MaxwellBuchanan, Jan 27 2008
  

       The scutigera is the creepy-looking House Centipede that is endemic to homes in the US. [Bungston] is absolutely correct - they're both carnivorous and harmless to people and pets (unless your pet is a spider).   

       I have a few brown recluses, mostly living in the backside of my basement, which is half-finished. They're actually harmless to humans unless you crush them - notwithstanding the Shaquille O'Neal exemption, their teeth aren't strong enough to penetrate human skin and deliver their necrotizing toxin.   

       When they DO penetrate, though, one needs to find the nearest hospital quickly.   
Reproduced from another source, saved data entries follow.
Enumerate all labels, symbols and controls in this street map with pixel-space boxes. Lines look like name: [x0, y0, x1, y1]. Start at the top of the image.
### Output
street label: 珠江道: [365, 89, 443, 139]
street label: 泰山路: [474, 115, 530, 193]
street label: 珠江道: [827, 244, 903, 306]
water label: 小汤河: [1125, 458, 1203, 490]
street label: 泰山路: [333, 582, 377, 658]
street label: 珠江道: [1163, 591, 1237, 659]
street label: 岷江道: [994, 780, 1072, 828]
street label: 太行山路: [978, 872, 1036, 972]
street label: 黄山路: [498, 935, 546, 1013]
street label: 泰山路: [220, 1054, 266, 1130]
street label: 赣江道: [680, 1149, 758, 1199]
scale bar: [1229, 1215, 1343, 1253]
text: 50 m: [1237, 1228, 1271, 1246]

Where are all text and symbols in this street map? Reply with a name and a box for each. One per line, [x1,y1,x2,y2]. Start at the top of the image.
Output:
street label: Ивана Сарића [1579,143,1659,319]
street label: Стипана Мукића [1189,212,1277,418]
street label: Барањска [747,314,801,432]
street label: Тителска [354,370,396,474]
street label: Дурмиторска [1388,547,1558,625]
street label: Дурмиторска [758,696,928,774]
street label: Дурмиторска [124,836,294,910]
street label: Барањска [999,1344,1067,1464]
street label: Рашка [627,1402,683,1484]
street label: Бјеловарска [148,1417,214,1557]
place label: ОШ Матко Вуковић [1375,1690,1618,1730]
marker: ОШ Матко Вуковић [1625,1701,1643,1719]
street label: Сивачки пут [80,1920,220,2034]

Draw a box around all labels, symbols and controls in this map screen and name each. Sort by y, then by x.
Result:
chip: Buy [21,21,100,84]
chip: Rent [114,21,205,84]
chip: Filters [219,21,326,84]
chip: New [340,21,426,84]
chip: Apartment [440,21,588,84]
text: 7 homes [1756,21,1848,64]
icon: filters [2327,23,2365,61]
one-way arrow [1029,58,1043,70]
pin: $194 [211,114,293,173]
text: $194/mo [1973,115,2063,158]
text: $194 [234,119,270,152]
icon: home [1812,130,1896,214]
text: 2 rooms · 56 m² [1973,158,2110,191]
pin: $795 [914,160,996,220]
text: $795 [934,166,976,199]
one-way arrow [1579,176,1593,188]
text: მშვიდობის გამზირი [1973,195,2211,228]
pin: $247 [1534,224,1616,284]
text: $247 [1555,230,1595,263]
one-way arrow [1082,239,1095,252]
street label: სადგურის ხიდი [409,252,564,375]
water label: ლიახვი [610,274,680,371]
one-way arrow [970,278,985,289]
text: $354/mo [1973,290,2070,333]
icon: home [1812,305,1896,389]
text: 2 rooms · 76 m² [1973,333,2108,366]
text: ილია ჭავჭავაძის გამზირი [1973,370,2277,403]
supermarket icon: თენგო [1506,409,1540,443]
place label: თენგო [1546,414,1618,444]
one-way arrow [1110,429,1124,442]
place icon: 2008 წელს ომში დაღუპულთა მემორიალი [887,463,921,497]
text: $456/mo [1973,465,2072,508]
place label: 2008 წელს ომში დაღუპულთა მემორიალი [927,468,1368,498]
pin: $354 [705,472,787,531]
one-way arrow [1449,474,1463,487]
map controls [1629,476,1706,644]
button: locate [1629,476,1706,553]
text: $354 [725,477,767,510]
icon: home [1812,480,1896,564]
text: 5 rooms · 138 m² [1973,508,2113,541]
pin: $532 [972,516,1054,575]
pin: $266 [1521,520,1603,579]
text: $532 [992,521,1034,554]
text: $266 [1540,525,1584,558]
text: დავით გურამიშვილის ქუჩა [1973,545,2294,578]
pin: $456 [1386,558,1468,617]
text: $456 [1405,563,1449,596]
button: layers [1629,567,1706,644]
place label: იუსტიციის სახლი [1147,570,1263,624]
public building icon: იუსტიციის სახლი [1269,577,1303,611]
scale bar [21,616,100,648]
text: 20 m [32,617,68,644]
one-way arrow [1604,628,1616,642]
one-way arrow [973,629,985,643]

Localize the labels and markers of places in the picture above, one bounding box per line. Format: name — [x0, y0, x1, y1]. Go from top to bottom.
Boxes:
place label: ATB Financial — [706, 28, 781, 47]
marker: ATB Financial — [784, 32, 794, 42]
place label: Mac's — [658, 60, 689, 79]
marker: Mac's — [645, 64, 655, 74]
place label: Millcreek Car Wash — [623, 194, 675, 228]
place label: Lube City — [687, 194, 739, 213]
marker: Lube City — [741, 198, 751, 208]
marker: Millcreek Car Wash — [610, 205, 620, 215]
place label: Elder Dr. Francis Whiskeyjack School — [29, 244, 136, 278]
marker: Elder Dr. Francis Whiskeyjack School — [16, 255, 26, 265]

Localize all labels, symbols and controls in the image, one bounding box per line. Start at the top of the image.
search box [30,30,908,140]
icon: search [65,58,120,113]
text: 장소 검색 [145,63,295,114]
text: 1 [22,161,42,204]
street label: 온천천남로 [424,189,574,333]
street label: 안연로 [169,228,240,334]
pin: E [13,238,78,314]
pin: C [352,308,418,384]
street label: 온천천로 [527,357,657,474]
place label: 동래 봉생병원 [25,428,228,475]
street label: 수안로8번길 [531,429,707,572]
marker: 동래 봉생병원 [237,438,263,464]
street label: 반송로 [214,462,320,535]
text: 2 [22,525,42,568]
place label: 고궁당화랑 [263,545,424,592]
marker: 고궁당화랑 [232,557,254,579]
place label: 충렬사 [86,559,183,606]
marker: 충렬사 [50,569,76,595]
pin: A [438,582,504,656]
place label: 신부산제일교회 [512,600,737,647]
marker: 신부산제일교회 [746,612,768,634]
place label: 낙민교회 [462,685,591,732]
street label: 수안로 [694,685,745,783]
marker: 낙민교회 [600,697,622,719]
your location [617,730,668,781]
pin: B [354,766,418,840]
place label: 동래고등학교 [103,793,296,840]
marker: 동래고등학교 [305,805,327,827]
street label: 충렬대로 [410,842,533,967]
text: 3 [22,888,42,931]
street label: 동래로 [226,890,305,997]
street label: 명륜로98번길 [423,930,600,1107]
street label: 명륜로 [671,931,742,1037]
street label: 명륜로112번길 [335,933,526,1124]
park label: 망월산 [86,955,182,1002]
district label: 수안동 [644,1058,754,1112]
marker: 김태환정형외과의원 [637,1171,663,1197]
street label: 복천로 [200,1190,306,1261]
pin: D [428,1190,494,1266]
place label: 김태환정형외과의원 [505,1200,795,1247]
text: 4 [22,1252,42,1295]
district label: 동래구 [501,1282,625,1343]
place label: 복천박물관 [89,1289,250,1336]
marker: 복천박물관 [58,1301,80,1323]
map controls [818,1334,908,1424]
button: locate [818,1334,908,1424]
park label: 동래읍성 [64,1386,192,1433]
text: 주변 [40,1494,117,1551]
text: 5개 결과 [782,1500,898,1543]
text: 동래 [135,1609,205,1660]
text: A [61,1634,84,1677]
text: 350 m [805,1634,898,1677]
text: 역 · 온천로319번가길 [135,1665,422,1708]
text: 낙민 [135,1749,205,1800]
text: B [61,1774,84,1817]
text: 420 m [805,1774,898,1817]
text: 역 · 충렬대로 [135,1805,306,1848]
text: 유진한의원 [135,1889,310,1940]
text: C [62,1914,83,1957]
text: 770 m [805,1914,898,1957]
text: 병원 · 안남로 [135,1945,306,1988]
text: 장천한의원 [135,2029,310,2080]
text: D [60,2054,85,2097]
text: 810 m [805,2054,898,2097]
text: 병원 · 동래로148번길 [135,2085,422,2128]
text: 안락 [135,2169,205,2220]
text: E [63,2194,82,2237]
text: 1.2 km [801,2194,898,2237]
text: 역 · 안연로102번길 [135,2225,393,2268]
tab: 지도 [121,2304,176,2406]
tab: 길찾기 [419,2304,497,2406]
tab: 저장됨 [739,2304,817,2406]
       We have house centipedes, which keep the recluses in check just fine. My wife is freaked out by them, I just grab them and move them. It also helps to put up some cedar blocks on doorknobs - these keep insects away if sanded annually, and recluses/scutigera both won't stick around where there's no food. Since we have no insects in the living areas of our house, we have no spiders.
shapu, Jan 27 2008
  

       Cedar oil is an effective insect repellant (hence the use of cedarwood in making clothes-drawers, linen trunks etc.).
MaxwellBuchanan, Jan 27 2008
  

       Aha. Well, the same question would surely arise wherever they were put, no?
MaxwellBuchanan, Jan 27 2008
  

       [UnaBubba] - I believe the odor diffuses effectively enough from the block that it might as well be right on top of the insects in question. Hanging it from the doorknob was just the easiest way to set up a chemical barrier.
shapu, Jan 27 2008
  

       <THUD>   

       Yes.
8th of 7, Jan 27 2008
  

       House centipedes are the most disgusting, vile creatures I've ever seen. I cannot vote for this idea.
phundug, Jan 28 2008
  

       Can those centipedes climb walls? It's not something I ever noticed them doing.
Ling, Jan 28 2008
  

       Yes, house centipedes climb well, even along the ceiling. They seek hiding places, which is why you don't see them often on bare walls. It's tough to catch them -- they're fast, and delicate as a dust bunny.
Amos Kito, Jan 28 2008
  

       Plus, if someone reading this is inclined to catch one, they will dessicate and die in less than a day if you do not have something moist in with them. If you keep them with some wax paper or plastic with a few droplets of water you might see one sidle up for a drink.   

       I once went in a greenhouse at night that had many immense cockroaches prowling around, and also a few of the largest scutigera I have ever seen. Real monsters, longer than a finger, traversing the ceiling above my head. I wonder if they can eat cockroaches too, or if their spider prey was just not as obvious that night.
bungston, Jan 28 2008
  

       I suppose that centipedes can really kick-ass?